Records from a collection

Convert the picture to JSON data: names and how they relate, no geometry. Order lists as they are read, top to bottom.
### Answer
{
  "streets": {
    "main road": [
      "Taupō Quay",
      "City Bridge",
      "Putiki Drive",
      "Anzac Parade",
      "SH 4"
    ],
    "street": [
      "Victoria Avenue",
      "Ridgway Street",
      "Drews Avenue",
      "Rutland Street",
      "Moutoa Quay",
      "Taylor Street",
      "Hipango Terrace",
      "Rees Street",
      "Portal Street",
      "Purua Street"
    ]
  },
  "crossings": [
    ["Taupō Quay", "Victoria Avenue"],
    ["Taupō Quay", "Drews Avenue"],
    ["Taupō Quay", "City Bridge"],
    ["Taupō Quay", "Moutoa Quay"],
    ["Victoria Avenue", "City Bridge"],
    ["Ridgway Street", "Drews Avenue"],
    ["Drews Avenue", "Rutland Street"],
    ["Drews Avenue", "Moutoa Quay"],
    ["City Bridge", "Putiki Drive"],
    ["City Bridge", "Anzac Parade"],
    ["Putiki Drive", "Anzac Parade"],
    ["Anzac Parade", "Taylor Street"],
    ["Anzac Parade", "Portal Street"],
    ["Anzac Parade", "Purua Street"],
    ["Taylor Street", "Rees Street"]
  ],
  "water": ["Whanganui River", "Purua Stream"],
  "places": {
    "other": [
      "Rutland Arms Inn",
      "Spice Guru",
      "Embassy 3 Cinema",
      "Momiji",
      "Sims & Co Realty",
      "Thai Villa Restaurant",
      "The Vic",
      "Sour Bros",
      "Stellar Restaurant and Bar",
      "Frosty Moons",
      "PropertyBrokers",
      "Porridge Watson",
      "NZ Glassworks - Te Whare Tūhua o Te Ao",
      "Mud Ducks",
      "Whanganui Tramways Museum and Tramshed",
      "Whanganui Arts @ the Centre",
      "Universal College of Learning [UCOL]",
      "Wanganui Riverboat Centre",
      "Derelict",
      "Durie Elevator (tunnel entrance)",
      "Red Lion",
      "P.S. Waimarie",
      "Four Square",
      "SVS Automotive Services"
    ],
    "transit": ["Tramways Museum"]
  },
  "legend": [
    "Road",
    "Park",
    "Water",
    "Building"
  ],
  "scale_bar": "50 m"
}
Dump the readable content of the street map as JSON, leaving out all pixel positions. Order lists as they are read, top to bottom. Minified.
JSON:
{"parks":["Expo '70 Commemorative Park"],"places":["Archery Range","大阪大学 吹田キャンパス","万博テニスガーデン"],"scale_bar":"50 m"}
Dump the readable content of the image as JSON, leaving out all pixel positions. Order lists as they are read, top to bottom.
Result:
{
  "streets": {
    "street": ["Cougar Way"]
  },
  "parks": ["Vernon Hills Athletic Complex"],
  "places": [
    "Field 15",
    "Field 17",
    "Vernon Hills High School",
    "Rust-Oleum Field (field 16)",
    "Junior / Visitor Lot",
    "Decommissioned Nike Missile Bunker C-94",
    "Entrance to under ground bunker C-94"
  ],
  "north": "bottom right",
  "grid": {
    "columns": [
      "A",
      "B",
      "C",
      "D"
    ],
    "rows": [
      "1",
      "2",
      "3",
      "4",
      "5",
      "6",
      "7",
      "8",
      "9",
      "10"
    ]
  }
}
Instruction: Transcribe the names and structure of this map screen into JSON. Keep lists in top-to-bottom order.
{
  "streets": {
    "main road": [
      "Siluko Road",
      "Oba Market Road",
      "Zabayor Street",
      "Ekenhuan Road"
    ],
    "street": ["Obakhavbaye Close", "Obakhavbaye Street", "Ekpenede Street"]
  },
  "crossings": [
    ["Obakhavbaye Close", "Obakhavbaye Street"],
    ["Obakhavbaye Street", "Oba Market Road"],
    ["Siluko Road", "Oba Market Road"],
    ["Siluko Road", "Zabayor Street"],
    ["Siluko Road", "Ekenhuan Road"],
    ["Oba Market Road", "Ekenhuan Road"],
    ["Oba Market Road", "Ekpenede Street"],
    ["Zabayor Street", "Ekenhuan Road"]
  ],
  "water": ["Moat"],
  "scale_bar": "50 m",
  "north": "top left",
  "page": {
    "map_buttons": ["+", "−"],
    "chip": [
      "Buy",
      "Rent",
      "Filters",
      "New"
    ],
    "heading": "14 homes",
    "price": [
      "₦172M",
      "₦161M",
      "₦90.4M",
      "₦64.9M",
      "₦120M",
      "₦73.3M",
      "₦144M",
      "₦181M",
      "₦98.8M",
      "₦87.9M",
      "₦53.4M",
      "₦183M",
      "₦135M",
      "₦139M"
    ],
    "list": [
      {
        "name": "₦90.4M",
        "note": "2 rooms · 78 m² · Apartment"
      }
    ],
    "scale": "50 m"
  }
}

Your assignment:
Wherever the string "Tramways" appears in the data above, copy the line it sits in.

Task solution:
      "Whanganui Tramways Museum and Tramshed",
    "transit": ["Tramways Museum"]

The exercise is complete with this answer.